Anyway, I logged a support ticket at 1pm on the Hammerhead website, which is hosted in the States. Ninety minutes later, I got a code back by email that allowed me to get a new mounting foot, for free, in their online store. I went for two: one free and one paid for on the basis that if the replacement breaks, I’ll still have another one in hand (plus the broken one, which I superglued and put back on with Duct tape for extra insurance).

The replacement bracket arrived on Wednesday, from the Netherlands. That’s three days from support ticket to delivery. Not only is the Karoo a fabulous piece of kit, but their customer service is absolutely first class.

Staying on the theme of mechanical stuff, the Rohloff got its second oil change this week. 1500 miles without a single missed gear change. The technical spec advises an oil change, which takes about fifteen minutes from start to finish, every 3000 miles. It’s the oil, of course, that keeps the thing running smoothly so just like you wouldn’t run a car engine without oil, so you don’t run a Rohloff without oil either: every gear change is metal on metal. But stay with me, because if you’re a keen cyclist and you’re sick of click, click and nothing happens with your derailleurs, then the Rohloff is worth a punt. Yes, it was expensive: indeed it cost me more than I’d ever spent on a bike before. But you know what, the bike won’t be in Neil’s workshop every month getting components replaced and the gears re-trued. Neil told me when we discussed this plan two years ago that if I was serious about mile munching, then the Rohloff was a no brainer. And just like my wife in all things domestic, he was right.

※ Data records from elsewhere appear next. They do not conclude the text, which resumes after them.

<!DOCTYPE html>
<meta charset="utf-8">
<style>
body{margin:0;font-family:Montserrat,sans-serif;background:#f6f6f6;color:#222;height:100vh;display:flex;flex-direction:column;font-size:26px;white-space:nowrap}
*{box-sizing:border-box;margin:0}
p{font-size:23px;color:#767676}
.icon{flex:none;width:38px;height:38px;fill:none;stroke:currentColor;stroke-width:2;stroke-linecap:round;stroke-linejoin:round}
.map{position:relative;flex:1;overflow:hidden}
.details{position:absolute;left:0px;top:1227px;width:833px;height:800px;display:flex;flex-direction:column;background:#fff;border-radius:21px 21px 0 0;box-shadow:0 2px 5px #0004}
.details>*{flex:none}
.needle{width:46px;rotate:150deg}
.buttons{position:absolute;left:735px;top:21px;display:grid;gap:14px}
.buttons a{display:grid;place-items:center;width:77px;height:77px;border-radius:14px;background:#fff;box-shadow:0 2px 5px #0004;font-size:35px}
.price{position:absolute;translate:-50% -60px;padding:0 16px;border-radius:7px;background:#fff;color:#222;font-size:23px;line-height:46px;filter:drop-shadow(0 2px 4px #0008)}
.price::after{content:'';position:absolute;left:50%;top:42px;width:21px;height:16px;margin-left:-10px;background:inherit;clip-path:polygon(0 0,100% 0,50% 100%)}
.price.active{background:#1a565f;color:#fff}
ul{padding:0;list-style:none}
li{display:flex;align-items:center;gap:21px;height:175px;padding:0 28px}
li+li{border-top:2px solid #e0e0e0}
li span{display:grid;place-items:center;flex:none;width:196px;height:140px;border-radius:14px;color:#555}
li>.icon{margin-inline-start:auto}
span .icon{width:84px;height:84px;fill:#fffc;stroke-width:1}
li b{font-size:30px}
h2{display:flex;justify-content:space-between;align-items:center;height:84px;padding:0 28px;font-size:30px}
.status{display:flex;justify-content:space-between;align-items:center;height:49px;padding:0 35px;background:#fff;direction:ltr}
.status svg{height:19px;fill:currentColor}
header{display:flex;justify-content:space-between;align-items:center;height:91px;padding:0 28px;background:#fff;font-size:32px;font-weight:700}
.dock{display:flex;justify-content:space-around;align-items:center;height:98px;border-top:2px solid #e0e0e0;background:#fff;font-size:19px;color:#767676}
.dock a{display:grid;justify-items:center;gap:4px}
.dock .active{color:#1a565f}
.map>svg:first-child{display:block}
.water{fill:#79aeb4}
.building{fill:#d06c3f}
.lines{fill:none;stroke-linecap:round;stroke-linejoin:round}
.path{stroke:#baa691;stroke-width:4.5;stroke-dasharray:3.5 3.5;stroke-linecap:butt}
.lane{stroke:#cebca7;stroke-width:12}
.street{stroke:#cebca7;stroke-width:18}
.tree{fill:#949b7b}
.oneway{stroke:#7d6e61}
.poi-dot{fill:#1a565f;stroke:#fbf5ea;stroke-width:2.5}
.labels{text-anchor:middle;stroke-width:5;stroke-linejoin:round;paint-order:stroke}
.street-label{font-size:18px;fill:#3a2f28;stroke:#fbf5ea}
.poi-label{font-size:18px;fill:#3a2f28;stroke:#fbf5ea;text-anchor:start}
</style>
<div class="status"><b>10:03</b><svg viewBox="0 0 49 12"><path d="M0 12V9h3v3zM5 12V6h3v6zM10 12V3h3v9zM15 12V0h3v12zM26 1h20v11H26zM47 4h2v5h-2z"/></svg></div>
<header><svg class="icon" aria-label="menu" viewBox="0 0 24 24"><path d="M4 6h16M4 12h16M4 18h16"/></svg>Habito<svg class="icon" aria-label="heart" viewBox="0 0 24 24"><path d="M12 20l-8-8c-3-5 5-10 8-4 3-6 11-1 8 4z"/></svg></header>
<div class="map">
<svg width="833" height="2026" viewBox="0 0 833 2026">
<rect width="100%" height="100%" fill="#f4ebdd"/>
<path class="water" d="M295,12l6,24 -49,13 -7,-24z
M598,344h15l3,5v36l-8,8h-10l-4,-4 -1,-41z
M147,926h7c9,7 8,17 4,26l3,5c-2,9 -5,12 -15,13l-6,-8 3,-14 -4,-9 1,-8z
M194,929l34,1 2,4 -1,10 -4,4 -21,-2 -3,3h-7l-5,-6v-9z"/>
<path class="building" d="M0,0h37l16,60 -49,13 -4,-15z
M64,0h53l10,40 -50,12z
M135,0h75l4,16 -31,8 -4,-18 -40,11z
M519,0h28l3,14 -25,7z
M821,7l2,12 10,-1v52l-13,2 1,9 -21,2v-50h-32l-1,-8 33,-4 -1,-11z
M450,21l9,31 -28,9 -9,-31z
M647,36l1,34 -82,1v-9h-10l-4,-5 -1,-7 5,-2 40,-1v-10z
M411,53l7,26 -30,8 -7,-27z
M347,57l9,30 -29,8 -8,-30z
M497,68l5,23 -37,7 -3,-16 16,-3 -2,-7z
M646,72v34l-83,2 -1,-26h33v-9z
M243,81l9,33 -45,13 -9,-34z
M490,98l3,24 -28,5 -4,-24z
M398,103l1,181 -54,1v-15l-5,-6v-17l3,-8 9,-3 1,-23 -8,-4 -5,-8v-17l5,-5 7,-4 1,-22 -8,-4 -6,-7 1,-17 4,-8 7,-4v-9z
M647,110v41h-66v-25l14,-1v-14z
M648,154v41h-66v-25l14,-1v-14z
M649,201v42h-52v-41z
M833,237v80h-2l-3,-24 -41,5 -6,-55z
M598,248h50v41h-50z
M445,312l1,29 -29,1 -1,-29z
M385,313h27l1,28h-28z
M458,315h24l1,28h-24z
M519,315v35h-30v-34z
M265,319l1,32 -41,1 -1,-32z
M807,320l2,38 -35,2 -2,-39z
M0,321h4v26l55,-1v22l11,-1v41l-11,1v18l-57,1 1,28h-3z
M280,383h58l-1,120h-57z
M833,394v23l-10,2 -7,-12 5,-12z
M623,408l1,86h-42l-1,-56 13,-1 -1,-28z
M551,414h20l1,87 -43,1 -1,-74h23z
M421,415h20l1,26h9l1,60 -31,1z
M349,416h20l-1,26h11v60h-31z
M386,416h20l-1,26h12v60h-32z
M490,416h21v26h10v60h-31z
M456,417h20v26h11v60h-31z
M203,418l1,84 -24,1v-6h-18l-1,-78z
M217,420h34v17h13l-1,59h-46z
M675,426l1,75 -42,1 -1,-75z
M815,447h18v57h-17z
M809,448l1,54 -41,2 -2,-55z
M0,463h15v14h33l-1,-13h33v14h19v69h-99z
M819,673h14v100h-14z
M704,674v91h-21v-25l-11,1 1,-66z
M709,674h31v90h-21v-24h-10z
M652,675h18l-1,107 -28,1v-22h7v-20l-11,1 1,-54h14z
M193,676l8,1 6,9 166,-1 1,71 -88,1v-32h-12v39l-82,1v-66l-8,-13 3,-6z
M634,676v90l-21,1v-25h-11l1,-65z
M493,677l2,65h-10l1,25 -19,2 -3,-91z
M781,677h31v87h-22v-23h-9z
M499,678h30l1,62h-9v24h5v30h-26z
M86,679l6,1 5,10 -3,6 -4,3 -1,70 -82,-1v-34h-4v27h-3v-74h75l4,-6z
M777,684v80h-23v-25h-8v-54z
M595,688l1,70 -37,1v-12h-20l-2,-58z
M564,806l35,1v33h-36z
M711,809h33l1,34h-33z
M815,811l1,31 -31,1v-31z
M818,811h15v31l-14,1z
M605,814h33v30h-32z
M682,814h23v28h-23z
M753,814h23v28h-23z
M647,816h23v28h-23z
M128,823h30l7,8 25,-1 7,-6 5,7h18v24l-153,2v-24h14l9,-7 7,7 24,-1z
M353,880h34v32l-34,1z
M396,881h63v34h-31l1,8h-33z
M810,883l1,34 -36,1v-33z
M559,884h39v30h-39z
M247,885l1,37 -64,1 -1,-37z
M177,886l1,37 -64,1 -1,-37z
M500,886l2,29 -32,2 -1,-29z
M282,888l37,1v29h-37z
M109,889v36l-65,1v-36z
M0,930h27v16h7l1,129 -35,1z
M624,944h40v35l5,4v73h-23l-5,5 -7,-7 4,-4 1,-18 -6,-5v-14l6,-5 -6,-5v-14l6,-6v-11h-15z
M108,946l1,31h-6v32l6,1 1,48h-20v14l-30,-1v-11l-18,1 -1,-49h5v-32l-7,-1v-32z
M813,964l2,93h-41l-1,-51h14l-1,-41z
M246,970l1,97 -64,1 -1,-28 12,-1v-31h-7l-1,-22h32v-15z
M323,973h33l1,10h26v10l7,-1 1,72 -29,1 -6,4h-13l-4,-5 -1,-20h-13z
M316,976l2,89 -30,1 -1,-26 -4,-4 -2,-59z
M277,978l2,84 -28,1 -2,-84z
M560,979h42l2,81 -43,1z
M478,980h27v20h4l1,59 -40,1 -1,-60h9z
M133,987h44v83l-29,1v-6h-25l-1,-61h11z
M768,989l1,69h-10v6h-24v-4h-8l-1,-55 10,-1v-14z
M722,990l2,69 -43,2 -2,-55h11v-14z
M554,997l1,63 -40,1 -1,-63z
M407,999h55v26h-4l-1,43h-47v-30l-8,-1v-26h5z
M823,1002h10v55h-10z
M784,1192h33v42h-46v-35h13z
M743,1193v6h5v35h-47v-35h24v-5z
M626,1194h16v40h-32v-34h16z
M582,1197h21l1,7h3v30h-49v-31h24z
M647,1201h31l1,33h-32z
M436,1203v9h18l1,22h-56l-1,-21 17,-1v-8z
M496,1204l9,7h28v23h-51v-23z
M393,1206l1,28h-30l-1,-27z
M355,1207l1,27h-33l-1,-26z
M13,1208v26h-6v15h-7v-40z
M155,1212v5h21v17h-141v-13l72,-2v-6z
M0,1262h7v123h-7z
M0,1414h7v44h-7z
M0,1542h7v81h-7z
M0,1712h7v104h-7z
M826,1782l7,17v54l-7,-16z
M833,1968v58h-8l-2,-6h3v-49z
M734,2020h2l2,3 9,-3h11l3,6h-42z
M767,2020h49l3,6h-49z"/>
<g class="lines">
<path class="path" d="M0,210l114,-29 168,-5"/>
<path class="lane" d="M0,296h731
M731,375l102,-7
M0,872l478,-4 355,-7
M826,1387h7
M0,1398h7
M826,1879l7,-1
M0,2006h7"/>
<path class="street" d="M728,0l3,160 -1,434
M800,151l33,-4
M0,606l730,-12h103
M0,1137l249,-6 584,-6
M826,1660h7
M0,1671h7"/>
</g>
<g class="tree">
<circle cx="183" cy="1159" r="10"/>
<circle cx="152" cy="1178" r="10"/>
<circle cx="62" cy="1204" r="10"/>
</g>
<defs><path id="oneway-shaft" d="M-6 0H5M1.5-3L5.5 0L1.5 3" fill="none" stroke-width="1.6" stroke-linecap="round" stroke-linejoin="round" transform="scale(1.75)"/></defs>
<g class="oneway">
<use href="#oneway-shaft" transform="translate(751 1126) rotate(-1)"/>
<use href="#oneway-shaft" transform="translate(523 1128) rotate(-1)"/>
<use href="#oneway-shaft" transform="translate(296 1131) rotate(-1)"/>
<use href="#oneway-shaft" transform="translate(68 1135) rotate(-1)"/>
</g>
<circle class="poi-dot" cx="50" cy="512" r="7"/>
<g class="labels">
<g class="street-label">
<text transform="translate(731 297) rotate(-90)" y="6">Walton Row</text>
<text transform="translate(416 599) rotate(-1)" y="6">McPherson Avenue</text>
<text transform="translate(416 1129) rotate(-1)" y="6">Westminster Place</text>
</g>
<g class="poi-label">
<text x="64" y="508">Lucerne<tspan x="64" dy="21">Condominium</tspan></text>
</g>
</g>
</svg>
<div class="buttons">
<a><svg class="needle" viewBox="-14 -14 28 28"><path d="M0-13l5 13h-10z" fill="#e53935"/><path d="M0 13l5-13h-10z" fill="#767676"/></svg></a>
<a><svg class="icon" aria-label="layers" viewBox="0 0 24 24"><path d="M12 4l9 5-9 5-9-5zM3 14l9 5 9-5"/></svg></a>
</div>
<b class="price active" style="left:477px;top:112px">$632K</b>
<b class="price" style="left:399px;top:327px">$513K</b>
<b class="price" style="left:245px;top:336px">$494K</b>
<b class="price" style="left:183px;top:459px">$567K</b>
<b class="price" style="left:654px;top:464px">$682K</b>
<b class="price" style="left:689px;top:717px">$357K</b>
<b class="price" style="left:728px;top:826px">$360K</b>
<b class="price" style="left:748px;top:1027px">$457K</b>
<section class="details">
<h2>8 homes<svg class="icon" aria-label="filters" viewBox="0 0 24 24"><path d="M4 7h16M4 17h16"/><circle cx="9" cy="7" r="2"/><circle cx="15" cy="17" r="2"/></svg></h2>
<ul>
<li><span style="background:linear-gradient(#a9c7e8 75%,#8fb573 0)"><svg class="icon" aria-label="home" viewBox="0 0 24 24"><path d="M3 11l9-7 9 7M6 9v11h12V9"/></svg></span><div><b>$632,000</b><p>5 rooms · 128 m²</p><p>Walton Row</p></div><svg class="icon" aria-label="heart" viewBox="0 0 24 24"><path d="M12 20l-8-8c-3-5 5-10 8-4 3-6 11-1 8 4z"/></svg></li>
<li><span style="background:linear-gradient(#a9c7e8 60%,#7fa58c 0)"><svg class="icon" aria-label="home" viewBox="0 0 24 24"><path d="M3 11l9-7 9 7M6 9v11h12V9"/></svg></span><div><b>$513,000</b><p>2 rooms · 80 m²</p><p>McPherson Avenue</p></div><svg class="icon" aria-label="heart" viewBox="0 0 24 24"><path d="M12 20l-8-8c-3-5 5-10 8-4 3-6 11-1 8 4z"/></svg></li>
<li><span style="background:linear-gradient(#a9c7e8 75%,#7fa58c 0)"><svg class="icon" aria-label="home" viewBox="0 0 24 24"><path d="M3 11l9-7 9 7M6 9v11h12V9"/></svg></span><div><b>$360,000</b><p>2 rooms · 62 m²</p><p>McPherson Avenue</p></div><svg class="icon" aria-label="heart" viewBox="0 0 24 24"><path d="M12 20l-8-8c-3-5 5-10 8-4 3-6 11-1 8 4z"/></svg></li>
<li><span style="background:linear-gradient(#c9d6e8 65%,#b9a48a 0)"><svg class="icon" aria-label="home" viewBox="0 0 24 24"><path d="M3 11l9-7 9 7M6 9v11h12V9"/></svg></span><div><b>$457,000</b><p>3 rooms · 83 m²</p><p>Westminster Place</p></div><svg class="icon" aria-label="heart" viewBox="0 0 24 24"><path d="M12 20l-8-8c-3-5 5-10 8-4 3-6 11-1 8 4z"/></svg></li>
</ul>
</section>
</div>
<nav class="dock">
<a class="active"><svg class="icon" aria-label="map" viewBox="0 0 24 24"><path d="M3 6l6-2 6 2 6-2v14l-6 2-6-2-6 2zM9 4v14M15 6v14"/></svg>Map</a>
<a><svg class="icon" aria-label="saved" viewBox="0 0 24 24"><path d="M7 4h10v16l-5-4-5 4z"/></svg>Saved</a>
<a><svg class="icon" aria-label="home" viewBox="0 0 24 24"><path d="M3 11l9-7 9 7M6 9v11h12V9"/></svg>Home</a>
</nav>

Check this video for a ninety second testimonial:

And this one to have your brains blown out:

Back on LCFN, I used to destroy a bike every twelve months through sheer wear and tear, and it was always the gears that went first. I’m reckoning on the Gold Rohloff bike, with it’s Trek Cyclo Cross frame, going the whole 25,000 miles of R2C2.

In other news, I’ve finally been discharged from the physio. I’ve been going there ever since I couldn’t put a coat on without wincing in pain, courtesy of falling off my bike in Jerilderie at the very start of stage 11 of Ride2Cure. The shoulder’s still only 80% right, but 80% is easily enough to get me through the day.

And talking of Ride2Cure, next week, Wednesday to be precise, will be one year since I flew to Australia. So much has happened in those twelve months. It’s not just the experience that I gained doing that ride across the outback: it’s the friendships that have been cemented from social media contacts into personal contacts. This time last year, LCFN was parked on 44,443 miles, waiting on me bagging the final mile in Brisbane. I did that on Paul’s velodrome in Brisbane next Friday. Oh, the memories. And I was injured back then too, carrying the after effects of a calf strain courtesy of chasing Strava records. No such problems this time around: I’ve given up that game: the Rohloff trades speed for reliability.